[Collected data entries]
========

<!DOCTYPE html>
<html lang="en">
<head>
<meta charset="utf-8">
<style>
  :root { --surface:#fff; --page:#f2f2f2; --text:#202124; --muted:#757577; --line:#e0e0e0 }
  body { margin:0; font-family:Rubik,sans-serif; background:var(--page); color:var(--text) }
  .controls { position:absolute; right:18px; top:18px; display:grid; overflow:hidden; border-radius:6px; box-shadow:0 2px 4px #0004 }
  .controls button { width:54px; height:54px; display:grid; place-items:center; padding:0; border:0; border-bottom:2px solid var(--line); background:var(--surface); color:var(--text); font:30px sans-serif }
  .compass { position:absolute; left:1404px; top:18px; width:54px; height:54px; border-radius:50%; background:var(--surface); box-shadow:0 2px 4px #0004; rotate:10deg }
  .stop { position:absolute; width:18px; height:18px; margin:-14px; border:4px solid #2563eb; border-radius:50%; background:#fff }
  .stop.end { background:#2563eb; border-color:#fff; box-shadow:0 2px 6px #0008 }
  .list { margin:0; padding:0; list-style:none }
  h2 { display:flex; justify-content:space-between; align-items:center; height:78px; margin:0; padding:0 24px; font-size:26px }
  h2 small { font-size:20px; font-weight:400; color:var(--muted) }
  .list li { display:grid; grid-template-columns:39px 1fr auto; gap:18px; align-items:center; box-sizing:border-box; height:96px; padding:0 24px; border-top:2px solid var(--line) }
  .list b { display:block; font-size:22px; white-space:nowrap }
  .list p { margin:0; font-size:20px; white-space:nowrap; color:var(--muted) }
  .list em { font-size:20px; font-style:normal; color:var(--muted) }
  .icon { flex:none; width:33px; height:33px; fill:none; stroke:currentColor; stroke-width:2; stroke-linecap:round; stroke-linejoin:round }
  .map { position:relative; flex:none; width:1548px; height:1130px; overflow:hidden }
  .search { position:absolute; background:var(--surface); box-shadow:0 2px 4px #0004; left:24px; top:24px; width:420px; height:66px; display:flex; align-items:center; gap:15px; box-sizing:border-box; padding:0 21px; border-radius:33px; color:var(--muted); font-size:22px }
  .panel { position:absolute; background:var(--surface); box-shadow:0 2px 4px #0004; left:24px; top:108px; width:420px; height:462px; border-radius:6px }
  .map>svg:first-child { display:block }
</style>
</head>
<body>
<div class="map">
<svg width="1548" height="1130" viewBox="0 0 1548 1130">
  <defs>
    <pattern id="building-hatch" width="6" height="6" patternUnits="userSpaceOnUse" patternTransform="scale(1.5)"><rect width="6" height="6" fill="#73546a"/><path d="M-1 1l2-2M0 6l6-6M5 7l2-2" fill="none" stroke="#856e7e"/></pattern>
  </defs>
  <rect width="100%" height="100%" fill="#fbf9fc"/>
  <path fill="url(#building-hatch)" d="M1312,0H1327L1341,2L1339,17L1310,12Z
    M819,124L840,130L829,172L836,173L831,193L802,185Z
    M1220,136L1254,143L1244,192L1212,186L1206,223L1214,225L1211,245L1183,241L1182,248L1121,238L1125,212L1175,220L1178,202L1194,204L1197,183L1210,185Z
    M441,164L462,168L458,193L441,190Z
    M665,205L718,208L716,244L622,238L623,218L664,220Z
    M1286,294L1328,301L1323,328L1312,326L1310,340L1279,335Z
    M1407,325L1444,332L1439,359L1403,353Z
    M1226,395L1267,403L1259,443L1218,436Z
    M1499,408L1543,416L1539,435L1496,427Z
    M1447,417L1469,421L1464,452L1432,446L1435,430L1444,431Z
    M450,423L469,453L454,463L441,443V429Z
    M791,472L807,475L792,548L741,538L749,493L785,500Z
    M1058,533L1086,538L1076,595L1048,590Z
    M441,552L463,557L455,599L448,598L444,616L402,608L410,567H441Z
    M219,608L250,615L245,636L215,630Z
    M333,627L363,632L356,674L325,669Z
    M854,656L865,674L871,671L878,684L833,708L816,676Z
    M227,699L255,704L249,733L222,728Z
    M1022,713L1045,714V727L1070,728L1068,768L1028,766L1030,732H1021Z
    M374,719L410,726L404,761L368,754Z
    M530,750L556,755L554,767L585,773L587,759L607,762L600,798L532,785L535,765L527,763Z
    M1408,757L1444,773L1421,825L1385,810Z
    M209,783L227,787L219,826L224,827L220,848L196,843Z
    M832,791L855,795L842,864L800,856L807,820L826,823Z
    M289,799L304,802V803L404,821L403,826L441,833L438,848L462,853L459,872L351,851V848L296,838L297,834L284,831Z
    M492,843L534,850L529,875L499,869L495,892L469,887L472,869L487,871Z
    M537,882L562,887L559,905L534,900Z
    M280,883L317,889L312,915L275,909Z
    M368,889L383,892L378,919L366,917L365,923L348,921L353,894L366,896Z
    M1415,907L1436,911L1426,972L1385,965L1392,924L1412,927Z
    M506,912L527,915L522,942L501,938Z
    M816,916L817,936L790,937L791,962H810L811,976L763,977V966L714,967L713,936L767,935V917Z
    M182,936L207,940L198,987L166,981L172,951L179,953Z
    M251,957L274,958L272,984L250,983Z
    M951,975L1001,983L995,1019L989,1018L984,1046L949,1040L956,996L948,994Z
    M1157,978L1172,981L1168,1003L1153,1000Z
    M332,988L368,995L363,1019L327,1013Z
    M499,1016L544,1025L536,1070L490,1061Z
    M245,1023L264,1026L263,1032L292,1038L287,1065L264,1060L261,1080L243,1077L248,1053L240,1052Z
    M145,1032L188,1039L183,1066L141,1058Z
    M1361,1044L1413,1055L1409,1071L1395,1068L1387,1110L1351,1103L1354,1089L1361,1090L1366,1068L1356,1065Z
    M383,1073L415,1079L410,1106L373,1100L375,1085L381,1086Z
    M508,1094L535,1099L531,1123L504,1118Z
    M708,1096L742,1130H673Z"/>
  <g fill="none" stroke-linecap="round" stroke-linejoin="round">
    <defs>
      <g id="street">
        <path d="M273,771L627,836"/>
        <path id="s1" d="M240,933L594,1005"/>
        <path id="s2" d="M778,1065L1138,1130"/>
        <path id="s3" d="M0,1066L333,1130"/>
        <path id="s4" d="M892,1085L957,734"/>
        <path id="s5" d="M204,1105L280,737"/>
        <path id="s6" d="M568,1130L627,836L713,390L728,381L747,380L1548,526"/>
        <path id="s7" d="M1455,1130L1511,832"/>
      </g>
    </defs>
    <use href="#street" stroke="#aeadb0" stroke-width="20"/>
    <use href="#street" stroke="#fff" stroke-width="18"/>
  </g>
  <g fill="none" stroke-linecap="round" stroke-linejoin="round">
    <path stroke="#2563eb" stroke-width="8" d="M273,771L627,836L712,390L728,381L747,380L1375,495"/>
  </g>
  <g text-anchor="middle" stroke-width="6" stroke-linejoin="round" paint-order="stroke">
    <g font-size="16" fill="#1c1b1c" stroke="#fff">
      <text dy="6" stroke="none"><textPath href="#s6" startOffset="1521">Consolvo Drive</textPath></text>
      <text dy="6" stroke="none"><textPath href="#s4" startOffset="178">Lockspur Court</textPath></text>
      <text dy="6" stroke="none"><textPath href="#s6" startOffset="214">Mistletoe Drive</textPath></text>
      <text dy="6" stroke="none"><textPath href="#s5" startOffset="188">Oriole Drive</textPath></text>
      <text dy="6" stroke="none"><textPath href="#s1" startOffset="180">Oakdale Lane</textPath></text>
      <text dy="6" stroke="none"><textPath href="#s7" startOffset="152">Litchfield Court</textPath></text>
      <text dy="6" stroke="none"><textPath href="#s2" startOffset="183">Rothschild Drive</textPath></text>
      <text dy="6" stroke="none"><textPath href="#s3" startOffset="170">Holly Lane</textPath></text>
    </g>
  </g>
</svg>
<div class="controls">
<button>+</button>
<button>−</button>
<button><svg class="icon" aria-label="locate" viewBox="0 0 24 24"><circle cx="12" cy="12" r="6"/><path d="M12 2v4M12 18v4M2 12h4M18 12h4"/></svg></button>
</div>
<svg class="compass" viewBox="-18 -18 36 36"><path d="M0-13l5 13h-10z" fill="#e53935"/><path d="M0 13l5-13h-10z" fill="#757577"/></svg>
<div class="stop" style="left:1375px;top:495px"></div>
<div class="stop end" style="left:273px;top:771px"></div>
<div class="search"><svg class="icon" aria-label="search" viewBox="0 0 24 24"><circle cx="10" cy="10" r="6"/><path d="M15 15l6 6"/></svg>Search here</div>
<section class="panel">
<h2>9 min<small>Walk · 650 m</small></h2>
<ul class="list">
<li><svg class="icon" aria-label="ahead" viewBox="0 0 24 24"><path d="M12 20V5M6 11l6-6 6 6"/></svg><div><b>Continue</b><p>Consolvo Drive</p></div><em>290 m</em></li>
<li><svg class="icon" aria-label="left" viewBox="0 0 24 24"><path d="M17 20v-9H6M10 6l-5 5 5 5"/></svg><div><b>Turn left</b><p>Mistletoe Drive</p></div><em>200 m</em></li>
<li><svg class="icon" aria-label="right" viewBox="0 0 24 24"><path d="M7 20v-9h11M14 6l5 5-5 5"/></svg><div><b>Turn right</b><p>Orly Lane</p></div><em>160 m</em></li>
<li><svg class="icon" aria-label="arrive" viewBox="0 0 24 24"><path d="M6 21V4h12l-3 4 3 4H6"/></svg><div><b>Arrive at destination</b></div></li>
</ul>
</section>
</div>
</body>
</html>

========

→ TASK REQUIREMENTS: Only the lines above from the one with "margin:0; font-size:20px; white-space:nowrap;" up to and including the one with "flex:none; width:33px; height:33px;" should be repeated, exactly as written.

→ TASK SOLUTION:
  .list p { margin:0; font-size:20px; white-space:nowrap; color:var(--muted) }
  .list em { font-size:20px; font-style:normal; color:var(--muted) }
  .icon { flex:none; width:33px; height:33px; fill:none; stroke:currentColor; stroke-width:2; stroke-linecap:round; stroke-linejoin:round }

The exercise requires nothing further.